ActiveCluster: Using Pod Failover Preferences
Pod Failover Preferences Overview
When there is a need to control which FlashArray continues servicing IO to ActiveCluster volumes following the loss of the replication network, failover preferences should be set on each pod. This is especially important for non-uniform host connectivity where each server is only connected to one FlashArray.
With uniform host connectivity, it may not be possible to establish a clear delineation of FlashArray and Application Server site. When virtual machines or applications are being run on multiple servers at different sites while their backing storage is on the same stretched pod volumes, there may not be a clear preference. In this case, setting no preference is acceptable. Alternatively, it may be preferable to group applications and/or virtual machines that depend on the same stretched pod volumes onto servers at just one site or the other. In this way, a preference can be determined and the need to restart applications following the loss of replication links or cross-site host connectivity can be minimized.
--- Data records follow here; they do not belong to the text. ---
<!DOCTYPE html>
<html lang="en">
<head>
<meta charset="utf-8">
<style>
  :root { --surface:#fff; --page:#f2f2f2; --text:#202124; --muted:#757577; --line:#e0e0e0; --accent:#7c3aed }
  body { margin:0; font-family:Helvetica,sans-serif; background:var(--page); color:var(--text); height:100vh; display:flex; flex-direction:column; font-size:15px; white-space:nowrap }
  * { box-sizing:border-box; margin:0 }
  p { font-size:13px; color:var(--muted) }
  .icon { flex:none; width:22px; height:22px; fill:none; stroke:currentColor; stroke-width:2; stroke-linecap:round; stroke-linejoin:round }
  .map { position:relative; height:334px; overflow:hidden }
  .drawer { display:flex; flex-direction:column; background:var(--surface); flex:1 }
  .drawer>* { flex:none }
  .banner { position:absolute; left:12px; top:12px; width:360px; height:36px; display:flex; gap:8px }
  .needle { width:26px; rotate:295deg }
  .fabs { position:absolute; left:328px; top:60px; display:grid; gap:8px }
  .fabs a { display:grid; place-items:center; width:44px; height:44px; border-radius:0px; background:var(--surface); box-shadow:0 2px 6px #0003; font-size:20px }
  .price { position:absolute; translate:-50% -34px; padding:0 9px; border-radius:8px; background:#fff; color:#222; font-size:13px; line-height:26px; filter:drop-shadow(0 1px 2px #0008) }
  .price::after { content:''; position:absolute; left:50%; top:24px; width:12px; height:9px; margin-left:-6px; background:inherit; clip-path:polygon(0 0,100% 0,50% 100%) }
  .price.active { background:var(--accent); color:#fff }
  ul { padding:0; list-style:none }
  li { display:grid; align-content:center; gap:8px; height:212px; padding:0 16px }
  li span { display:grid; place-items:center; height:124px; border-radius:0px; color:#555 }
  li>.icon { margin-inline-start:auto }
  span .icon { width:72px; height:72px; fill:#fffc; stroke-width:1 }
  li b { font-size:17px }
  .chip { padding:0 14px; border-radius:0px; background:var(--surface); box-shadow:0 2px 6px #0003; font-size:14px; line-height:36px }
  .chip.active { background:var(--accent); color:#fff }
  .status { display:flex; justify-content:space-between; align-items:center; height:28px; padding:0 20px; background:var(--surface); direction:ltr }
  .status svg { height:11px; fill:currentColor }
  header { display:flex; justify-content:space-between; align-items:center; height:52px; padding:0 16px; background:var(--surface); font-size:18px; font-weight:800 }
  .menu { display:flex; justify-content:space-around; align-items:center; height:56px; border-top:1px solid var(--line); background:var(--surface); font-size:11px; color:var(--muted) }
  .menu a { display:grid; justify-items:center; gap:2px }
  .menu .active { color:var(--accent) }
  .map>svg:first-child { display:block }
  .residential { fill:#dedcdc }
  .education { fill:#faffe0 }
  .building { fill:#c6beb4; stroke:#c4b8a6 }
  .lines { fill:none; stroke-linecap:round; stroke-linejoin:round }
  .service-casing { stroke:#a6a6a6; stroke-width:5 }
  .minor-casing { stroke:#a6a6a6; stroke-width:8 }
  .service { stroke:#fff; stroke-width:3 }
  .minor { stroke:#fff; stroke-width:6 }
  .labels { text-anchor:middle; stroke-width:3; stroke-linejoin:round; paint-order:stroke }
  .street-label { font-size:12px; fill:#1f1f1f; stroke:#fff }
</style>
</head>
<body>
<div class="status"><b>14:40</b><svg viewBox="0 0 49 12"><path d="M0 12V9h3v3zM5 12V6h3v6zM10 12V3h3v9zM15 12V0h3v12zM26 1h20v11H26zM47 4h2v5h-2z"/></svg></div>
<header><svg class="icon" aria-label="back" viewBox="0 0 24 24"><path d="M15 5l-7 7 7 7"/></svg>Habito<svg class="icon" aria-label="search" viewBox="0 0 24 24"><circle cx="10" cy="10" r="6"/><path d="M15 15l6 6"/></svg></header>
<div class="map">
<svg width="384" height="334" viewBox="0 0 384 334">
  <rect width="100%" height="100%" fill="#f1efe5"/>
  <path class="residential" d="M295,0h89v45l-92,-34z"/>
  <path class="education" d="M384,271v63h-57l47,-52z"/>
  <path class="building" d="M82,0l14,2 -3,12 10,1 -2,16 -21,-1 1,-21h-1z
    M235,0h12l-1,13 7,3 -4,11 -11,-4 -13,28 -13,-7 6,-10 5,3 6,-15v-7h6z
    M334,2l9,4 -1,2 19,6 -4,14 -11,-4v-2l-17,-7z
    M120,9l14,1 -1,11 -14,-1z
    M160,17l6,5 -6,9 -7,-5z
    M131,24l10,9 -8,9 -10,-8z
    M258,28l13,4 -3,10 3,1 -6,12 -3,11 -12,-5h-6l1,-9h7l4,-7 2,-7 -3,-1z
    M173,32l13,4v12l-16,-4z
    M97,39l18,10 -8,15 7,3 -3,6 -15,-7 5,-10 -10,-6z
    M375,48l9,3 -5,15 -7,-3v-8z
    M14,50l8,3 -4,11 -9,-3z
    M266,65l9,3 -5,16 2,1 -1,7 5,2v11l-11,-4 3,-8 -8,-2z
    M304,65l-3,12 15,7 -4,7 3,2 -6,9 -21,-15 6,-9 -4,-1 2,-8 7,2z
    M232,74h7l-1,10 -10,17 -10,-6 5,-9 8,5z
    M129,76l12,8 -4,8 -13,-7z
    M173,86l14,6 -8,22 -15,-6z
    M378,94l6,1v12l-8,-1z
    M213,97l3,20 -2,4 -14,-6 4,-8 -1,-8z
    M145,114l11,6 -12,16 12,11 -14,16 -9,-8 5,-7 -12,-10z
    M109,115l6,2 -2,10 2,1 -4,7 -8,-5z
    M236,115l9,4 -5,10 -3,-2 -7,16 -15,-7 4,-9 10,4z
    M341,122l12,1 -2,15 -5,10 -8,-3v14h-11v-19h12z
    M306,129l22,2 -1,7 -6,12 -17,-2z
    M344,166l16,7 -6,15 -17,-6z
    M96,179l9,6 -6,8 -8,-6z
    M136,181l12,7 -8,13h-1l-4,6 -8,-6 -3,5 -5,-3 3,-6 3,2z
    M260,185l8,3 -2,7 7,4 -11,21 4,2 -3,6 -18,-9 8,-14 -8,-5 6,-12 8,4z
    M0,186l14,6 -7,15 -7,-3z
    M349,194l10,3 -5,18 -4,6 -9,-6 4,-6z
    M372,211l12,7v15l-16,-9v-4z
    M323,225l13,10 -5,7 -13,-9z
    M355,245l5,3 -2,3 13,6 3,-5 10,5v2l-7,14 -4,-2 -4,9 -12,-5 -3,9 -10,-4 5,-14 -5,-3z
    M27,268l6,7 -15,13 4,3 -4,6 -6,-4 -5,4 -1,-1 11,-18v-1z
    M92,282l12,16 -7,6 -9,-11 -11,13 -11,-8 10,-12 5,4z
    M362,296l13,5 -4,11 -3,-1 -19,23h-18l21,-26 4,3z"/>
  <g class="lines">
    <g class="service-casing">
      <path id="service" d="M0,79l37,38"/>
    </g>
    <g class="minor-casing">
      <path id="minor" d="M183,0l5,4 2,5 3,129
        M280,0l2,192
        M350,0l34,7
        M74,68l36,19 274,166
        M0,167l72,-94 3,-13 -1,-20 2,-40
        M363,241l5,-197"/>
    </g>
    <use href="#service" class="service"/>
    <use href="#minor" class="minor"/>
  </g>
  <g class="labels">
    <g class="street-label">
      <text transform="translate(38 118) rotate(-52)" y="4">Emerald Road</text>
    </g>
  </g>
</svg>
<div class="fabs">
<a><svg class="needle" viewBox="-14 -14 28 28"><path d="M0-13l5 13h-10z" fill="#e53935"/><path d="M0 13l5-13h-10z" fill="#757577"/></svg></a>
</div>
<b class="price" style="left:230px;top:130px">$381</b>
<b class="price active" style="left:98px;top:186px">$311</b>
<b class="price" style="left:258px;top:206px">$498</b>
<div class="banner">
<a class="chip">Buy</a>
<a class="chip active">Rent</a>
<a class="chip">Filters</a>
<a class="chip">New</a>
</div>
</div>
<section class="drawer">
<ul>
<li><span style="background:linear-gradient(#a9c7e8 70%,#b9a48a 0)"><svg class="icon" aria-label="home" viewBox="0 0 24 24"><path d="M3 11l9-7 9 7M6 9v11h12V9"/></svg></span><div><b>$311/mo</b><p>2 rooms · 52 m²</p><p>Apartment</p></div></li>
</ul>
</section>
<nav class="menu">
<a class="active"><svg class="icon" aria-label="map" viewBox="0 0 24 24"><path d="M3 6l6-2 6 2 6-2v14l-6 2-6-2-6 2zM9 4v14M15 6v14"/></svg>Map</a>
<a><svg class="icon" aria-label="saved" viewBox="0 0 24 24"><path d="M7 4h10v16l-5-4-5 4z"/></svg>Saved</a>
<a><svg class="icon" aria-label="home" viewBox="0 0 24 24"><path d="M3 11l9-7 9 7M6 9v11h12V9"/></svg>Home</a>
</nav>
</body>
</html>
Make Your Preference Known!
Active/Active datacenters often have workloads that tend to run at one site or at the other. The site that applications tend to run in may be determined by historical convention, administrative convenience, infrastructure disparity, primary user location, or any of a number of other reasons. When ActiveCluster performs a mediator race following the loss of the synchronous replication links between data centers, the outcome of the resulting race to the mediator can be unpredictable. For non-uniform host connectivity, the lack of mediator race predictability can mean a disruptive restart for applications running on stretched pod volumes in the losing FlashArray.
The pod failover preference capability enables administrators to align pod failover behavior with the site where each application tends to run. Functionally, the failover preference feature gives the preferred FlashArray for each pod a head start in its race to the mediator. The key advantage of a failover preference setting compared to a fixed site bias is that a failover preference allows the non-preferred array to win the race to the mediator if the preferred site fails. A static or fixed bias can lead to a total cluster outage as the non-preferred array must suspend IO regardless of what happens to the preferred array. Set the pod failover preference so that it aligns the FlashArray and application server(s) at the same physical site.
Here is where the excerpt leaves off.